● What the task asks: Scan the data below for the string "const". Show every line where it turns up.

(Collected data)

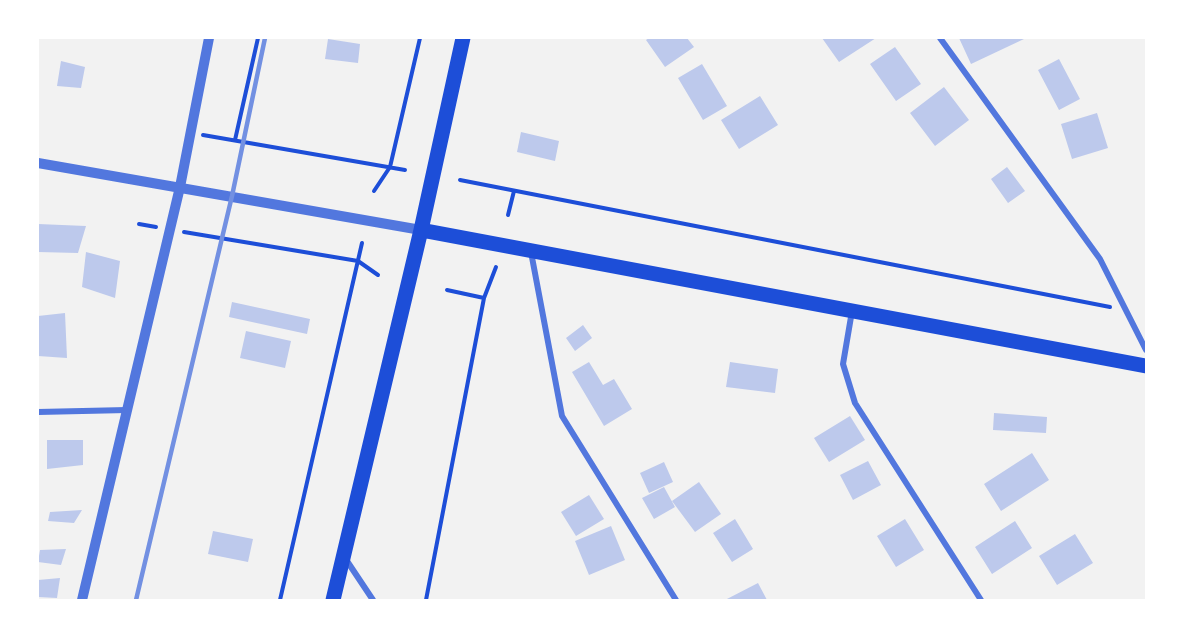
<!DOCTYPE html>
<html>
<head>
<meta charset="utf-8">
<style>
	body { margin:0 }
	#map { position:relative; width:1184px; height:638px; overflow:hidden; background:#f2f2f2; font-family:Arial,sans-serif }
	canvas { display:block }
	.frame { position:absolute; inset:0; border:39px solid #fff; pointer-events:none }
</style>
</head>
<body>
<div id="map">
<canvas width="1184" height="638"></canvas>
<div class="frame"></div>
</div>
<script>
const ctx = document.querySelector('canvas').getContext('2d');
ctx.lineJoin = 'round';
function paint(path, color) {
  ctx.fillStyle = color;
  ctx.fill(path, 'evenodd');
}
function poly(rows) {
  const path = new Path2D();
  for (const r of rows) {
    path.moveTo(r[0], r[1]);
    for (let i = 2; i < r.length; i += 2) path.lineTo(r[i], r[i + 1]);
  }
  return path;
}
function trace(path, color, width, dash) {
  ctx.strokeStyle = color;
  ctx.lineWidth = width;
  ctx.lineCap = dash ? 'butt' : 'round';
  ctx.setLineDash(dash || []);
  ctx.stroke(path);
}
paint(poly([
	[649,38,687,38,694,47,665,67,646,40],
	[822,38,876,38,839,62],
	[959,38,1023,38,1024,39,971,64],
	[328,39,360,44,358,63,325,59],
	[895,47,921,84,896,101,870,64],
	[1059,59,1080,99,1059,110,1038,70],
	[61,61,85,67,81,88,57,86],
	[702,64,727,106,703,120,678,78],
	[944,87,969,120,935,146,910,113],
	[760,96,778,125,739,149,721,120],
	[1097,113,1108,148,1072,159,1061,124],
	[521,132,559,141,555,161,517,152],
	[1007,167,1025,191,1008,203,991,179],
	[38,224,86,226,78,253,38,252],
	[86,252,120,261,115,298,82,287],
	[232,302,310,319,307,334,229,317],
	[65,313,67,358,38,356,38,316],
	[583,325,592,338,575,351,566,338],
	[246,331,291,341,285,368,240,358],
	[589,362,603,385,614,379,632,409,604,426,572,372],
	[730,362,778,369,775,393,726,387],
	[994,413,1047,417,1046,433,993,430],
	[850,416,865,440,829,462,814,438],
	[47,440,83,440,83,465,47,469],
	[1032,453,1049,480,1001,511,984,484],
	[868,461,881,485,853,500,840,475],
	[664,462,673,482,649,493,640,473],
	[699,482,721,514,695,532,672,501],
	[664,487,675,507,654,519,642,498],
	[589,495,604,519,576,536,561,512],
	[82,510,74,523,48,521,50,512],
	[735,519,753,549,732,562,713,533],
	[905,519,924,550,896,567,877,536],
	[1015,521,1032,548,992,574,975,547],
	[611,526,625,560,589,575,575,541],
	[213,531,253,539,248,562,208,554],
	[1075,534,1093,563,1057,585,1039,556],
	[66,549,61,565,38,562,40,550],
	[60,578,57,598,38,597,38,580],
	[758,583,767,600,725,600]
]), '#bdc9ec');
trace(poly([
	[203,135,405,170],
	[235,140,258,38],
	[460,180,1110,307],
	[374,191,390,167,420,38],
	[508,215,514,191],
	[139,224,156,227],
	[184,232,358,261,378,275],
	[447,290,484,298],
	[280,600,362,243],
	[426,600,484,298,496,267]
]), '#1d4ed8', 4);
trace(poly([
	[940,38,1100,259,1146,350],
	[531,252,562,416,676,600],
	[852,311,843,364,855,403,981,600],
	[38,412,127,410],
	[345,558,373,600]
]), '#5277de', 6);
trace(poly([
	[38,163,421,230],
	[82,600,180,187,209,38]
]), '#5277de', 10);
trace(poly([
	[421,230,1146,366],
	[333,600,421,230,463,38]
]), '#1d4ed8', 15);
trace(poly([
	[136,600,232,196,265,38]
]), '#7290e2', 4.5);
</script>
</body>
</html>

● Task response:
const ctx = document.querySelector('canvas').getContext('2d');
  const path = new Path2D();
  for (const r of rows) {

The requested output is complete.